Author: | Wojciech Muła |
---|---|
Addded on: | 2015-03-21 |
Informal specification:
__m128i mask_lower(const unsigned n) { assert(n < 16); /* __m128i result = 0; for (unsinged int i=0; i < n; i++) { result.byte[i] = 0xff; } */ switch (n) { case 0: return {0x00, 0x00, 0x00, 0x00, 0x00, 0x00, 0x00, 0x00, 0x00, 0x00, 0x00, 0x00, 0x00, 0x00, 0x00, 0x00}; case 1: return {0xff, 0x00, 0x00, 0x00, 0x00, 0x00, 0x00, 0x00, 0x00, 0x00, 0x00, 0x00, 0x00, 0x00, 0x00, 0x00}; case 2: return {0xff, 0xff, 0x00, 0x00, 0x00, 0x00, 0x00, 0x00, 0x00, 0x00, 0x00, 0x00, 0x00, 0x00, 0x00, 0x00}; // ... case 14: return {0xff, 0xff, 0xff, 0xff, 0xff, 0xff, 0xff, 0xff, 0xff, 0xff, 0xff, 0xff, 0xff, 0xff, 0xff, 0x00}; case 15: return {0xff, 0xff, 0xff, 0xff, 0xff, 0xff, 0xff, 0xff, 0xff, 0xff, 0xff, 0xff, 0xff, 0xff, 0xff, 0xff}; } } __m128i mask_higher(const unsigned n) { assert(n < 16); return ~mask_lower(15 - n); }
The obvious approach is to use two lookups with 16 entries each, then mask_lower could be expressed by a single movdqa. Downside of this solution is quite large lookup: 2*16*16 bytes = 512 bytes. For AVX/AVX2 it's 4 times larger (2KiB).
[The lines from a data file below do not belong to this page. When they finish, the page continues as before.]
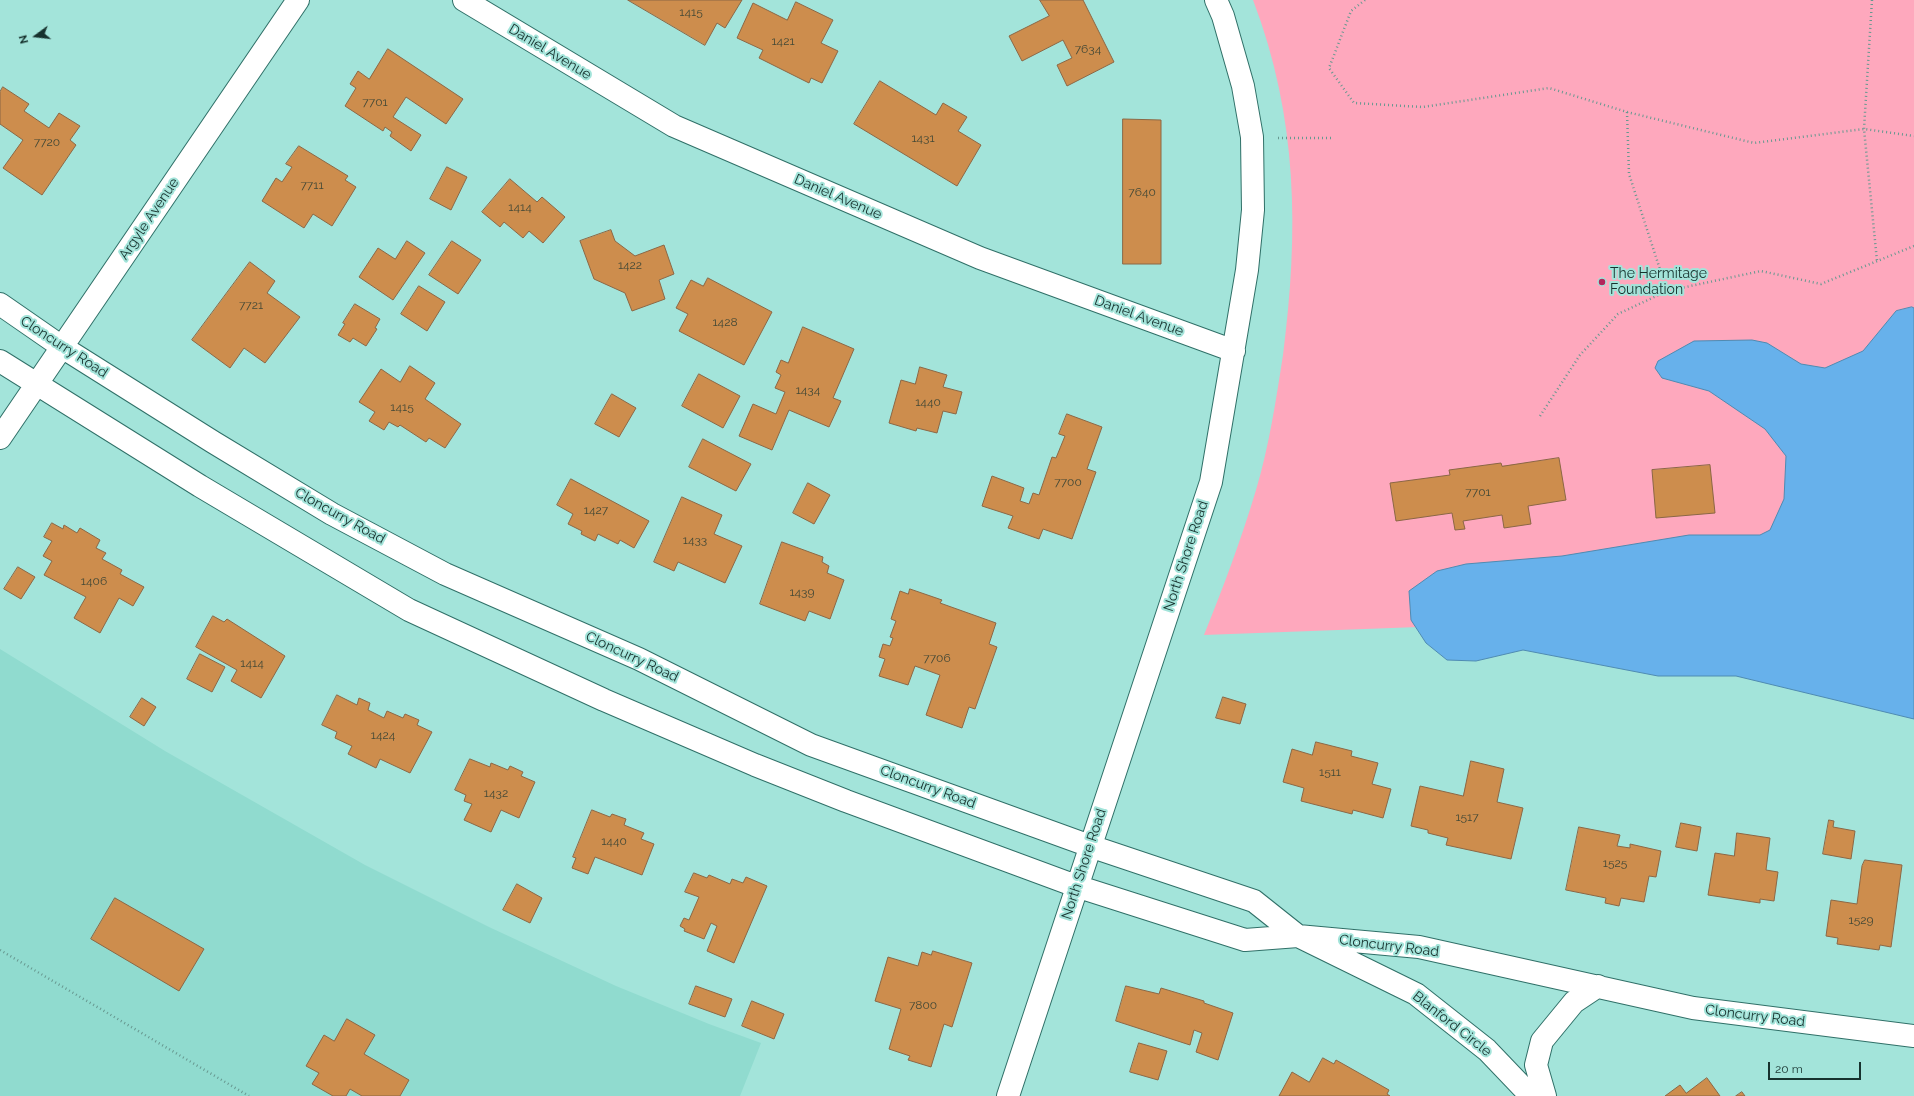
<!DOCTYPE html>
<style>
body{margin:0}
#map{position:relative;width:1914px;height:1096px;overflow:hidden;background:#a3e4da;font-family:Raleway,sans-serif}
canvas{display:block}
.north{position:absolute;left:16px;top:16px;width:40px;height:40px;-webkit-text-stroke:3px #a3e4da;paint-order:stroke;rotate:255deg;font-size:11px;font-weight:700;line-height:16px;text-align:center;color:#17322e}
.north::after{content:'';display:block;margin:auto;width:14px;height:18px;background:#17322e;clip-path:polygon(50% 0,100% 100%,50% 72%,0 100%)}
.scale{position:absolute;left:1768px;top:1062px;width:93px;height:18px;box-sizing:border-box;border:2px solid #17322e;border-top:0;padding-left:5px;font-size:12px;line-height:14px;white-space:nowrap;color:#17322e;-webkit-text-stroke:3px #a3e4da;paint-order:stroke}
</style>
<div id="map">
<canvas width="1914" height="1096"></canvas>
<div class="north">N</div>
<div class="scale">20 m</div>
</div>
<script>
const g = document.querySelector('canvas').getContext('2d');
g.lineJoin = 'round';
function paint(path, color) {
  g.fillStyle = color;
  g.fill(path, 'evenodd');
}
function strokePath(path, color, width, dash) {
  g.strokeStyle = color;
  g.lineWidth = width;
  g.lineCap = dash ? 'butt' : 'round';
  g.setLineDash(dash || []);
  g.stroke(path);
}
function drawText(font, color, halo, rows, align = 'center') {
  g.font = font + ' Raleway,sans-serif';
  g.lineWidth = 4;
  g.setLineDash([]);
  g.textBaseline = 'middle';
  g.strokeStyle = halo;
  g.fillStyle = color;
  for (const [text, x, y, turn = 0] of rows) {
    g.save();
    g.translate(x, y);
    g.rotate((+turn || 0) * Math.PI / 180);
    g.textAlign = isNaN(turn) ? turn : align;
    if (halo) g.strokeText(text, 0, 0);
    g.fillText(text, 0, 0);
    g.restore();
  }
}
paint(new Path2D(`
 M0,649L165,751L365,865L489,927L616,986L709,1024L761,1043L740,1096H0Z`), '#90dbcf');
paint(new Path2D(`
 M1253,0H1914V543L1579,621L1204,635C1223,588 1241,540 1256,490C1269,447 1276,400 1283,355C1299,232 1298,118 1253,0Z`), '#fea8bd');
const water = new Path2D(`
 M1912,307L1914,308V719L1736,676H1658L1523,650L1476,661L1447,660L1426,643L1411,620L1409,591L1437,571L1466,564L1562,556L1689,535H1760L1770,530L1784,499L1786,456L1765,429L1709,391L1662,378L1655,368L1658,361L1694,341L1752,340L1767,343L1801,364L1825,368L1863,351L1896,311Z`);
paint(water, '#67b1eb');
strokePath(water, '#4f8bb2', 1);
const building = new Path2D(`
 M628,0H742L725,28L717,23L705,45Z
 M1040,0H1083L1114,62L1067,86L1057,65L1072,58L1063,40L1022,61L1009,36L1049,16Z
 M796,2L833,20L821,43L838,51L822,83L811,78L809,83L759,58L763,50L737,38L753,3L787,20Z
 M388,49L463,99L446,124L406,97L393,117L421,135L411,151L390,136L392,132L385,127L383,131L345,106L356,88L350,84L358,71L369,79Z
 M880,81L936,115L943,103L967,117L958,131L981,145L957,186L854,124Z
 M3,87L29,104L24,111L49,128L59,113L80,126L70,140L76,145L42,195L3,168L23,140L0,124V92Z
 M1123,119L1161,120V264H1123Z
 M299,146L348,176L345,180L356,187L332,226L313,214L304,228L262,201L276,178L282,182L292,167L286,164Z
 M447,167L467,177L451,210L430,199Z
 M510,179L537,202L542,197L565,217L543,243L529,231L523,238L504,222L500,227L482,212Z
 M611,230L615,241L635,256L664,245L674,274L659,280L665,299L632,311L625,293L594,279L580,241Z
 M407,241L425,253L393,300L359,277L378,248L395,259Z
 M452,241L481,260L458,294L429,275Z
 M250,262L275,281L267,293L300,317L265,363L244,348L230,368L192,340Z
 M708,278L772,312L744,365L679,331L688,314L676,308L691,280L703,286Z
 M419,286L445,302L427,331L401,314Z
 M355,304L380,319L375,328L377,329L366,346L353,338L350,342L338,335L345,324L343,323Z
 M803,327L854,349L833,398L841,401L829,427L789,410L772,450L739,436L753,404L776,414L785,392L775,388L781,375L776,372L781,360L788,363Z
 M410,366L435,383L425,399L461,424L445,448L429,438L426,442L400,425L398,427L389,422L384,430L369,421L375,412L359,402L381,369L400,382Z
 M920,367L947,375L943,387L962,392L956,414L943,411L937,433L917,428L916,431L889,423L901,380L915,384Z
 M699,374L740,396L723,428L682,406Z
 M612,394L636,408L619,437L595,424Z
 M1067,414L1102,427L1087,469L1096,472L1072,539L1043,529L1039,539L1008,528L1013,516L982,506L992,476L1024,488L1020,501L1029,504L1033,493L1039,495L1052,457L1056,458L1065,436L1059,434Z
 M703,439L751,464L736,491L689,467Z
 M1559,458L1566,500L1528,506L1531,524L1504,528L1502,515L1463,521L1465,529L1455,530L1452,513L1396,521L1390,483L1450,475L1449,470L1501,463L1502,466Z
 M1710,465L1715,513L1656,518L1652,470Z
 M571,479L649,521L634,548L620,540L618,544L598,534L595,541L581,534L582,531L568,524L573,514L557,505Z
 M808,483L830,495L814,524L793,513Z
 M682,497L722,515L714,534L742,546L725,583L678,562L674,571L654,562Z
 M52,523L63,529L64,525L77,533L80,528L100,540L96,548L106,553L102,559L122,570L120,574L144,587L133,606L119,598L100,633L74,618L86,597L44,575L52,561L43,556L52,541L44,537Z
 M782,542L823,557L822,562L829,566L827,573L844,580L830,619L809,611L805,621L760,604Z
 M18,567L35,577L21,599L4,589Z
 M910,589L942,600L940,603L996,623L989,644L997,647L975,709L969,707L962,728L926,715L940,675L915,666L908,685L879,676L885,659L879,657L883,644L890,646L893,638L890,637L896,621L891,619L900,591L908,594Z
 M213,616L224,622L227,619L285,656L261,698L231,681L237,670L196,647Z
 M200,654L225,667L212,692L187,679Z
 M337,695L357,705L359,698L370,703L368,710L384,718L387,711L403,718L405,714L419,720L417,725L432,732L410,773L380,759L376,768L348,754L352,746L335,738L337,732L322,725Z
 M1223,697L1246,704L1240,724L1216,718Z
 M142,698L156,707L144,726L130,717Z
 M1316,742L1352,751L1351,756L1378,763L1372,784L1391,789L1383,818L1353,810L1352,814L1301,801L1304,788L1283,782L1292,749L1312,755Z
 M470,759L490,767L491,763L508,770L510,766L523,772L521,776L535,782L519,818L501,810L491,832L464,820L472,804L464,801L466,795L455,790Z
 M1471,761L1504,769L1497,802L1523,808L1511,859L1446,845L1448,838L1428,833V830L1411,826L1420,786L1463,796Z
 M592,810L610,817L612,814L626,819L624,825L644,833L641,839L654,844L642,875L595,857L588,874L572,868L576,858L573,857Z
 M1829,820L1834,821L1833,827L1855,831L1851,859L1823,854Z
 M1681,823L1701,827L1697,851L1676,847Z
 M1579,827L1620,835L1617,846L1630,848V844L1661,851L1656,877L1649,876L1644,902L1621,898L1619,906L1605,903L1606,898L1566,890Z
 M1737,833L1770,838L1766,870L1778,872L1774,901L1760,899V903L1708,895L1715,853L1734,856Z
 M1865,860L1902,865L1891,947L1880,945L1879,950L1837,944L1838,938L1826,936L1831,900L1857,904L1862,866Z
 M694,873L707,878L709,875L730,884L732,879L743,883L746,877L767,886L734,963L707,951L717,926L711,923L704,939L684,931L685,929L680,926L684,918L689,920L699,897L685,892Z
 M517,884L542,898L530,923L503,910Z
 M115,898L204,949L179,991L91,939Z
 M933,951L972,963L952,1027L944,1024L931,1067L908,1060L910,1056L889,1049L901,1009L875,1001L888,957L918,966L922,952L931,955Z
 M696,986L732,999L725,1017L689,1004Z
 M1126,986L1159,994L1161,988L1204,1001V1003L1233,1013L1218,1060L1196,1052L1202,1033L1194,1030L1190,1045L1116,1021Z
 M752,1001L784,1014L774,1039L742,1026Z
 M347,1019L375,1035L364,1054L409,1080L400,1096H362L350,1089L346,1096H333L312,1084L319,1073L306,1066L324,1035L334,1041Z
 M1139,1043L1167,1051L1158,1080L1130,1072Z
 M1323,1058L1334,1064L1336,1060L1389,1090L1387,1094L1390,1096H1279L1292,1072L1309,1082Z
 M1707,1078L1720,1096H1665L1680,1085L1686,1093Z
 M1742,1092L1745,1096H1736Z`);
paint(building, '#cd8d4d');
strokePath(building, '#8b6745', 1);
const minor = new Path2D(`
 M464,0L674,126L980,258L1234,351
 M0,304L62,347L213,442L332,514L445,574L639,659L811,745L1090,846L1254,901L1298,936L1416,994L1487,1050L1531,1096
 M0,361L200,486L409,610L604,700L755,765L846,801L1076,886L1245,940L1298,936L1419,947L1693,1008L1914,1036
 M0,438L298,0
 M1008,1096L1211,482L1247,270L1253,210L1252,137L1243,86L1223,16L1216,0
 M1545,1096L1536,1065L1542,1041L1574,1002L1598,986`);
strokePath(minor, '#307068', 24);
strokePath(new Path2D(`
 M1365,0L1351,11L1329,68L1354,103L1423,107L1549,88L1627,112L1754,143L1864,129L1914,136
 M1872,0L1864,129L1877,261
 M1627,112L1629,174L1667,291
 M1278,138H1333
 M1540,416L1580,355L1618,314L1667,291L1761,271L1821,284L1914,246
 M0,950L249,1096`), '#679890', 2.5, [1, 3]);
strokePath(minor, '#fff', 22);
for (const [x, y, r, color] of [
 [1602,282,4,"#b3255b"]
]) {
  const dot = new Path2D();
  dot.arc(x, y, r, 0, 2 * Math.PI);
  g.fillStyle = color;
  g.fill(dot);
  strokePath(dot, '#a3e4da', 1.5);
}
drawText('12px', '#444936', null, [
 ["1415",691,12],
 ["1421",783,41],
 ["7634",1088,49],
 ["7701",375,102],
 ["1431",923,138],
 ["7720",47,142],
 ["7711",312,185],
 ["7640",1142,192],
 ["1414",520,207],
 ["1422",630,265],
 ["7721",251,305],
 ["1428",725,322],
 ["1434",808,390],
 ["1440",928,402],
 ["1415",402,407],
 ["7700",1068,482],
 ["7701",1478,492],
 ["1427",596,510],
 ["1433",695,540],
 ["1406",94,581],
 ["1439",802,592],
 ["7706",937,658],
 ["1414",252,663],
 ["1424",383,735],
 ["1511",1330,772],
 ["1432",496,793],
 ["1517",1467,817],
 ["1440",614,841],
 ["1525",1615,863],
 ["1529",1861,920],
 ["7800",923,1005]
]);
drawText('14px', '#17322e', '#a3e4da', [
 ["Daniel Avenue",550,52,31],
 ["Daniel Avenue",838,197,23],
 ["Argyle Avenue",149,219,-56],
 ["Daniel Avenue",1139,316,20],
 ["Cloncurry Road",64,347,33],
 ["Cloncurry Road",340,516,29],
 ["North Shore Road",1186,556,-72],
 ["Cloncurry Road",632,657,25],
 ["Cloncurry Road",928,787,20],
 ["North Shore Road",1084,864,-72],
 ["Cloncurry Road",1389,946,7],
 ["Cloncurry Road",1755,1016,7],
 ["Blanford Circle",1452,1024,38]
]);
drawText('14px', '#17322e', '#a3e4da', [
 ["The Hermitage",1610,274],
 ["Foundation",1610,290]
], 'left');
</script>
This idea comes from my friend Piotr Wyderski and I have permission to publish his trick. It's pretty neat. :)
We need just 48 bytes of continuous memory, i.e. three SSE vectors. The memory is filled with following pattern:
lookup[ 0..15] = 0xff; lookup[16..31] = 0x00; lookup[32..47] = 0xff;
Then mask_lower is reduced to a single unaligned load movdqu from lookup[index]. Likewise mask_higher loads vector from lookup[16 + index]. It can't be done better.
This solution use the instruction palignr. The instruction gets three arguments: two vectors and an immediate index, join vectors into one big 32-bytes vector, and then return subvector starts at the index.
See psuedocode:
// A, B - 16-elements vectors // tmp - 32-elements vector // index - immediate value 0..15 __m128i palignr(__m128 A, __m128i B, unsigned index) { tmp[0 .. 15] := A[0 .. 15]; tmp[16 .. 31] := B[0 .. 15]; return tmp[index .. index+16]; }
When the vector A is full of ones (zeros), and the B is zero (full of ones), then palignr calculates mask_lower (mask_higher). Filling vector with ones or zeros is fast, pcmepeq reg, reg and pxor reg, reg does the job.
Unfortunately palignr doesn't allow variable index values, just an immediate, so for each value we have to invoke different instruction. This costs two jumps and it's too high cost. But if we need to conserve the memory or the operation isn't on a hot path then this solution seems to be OK.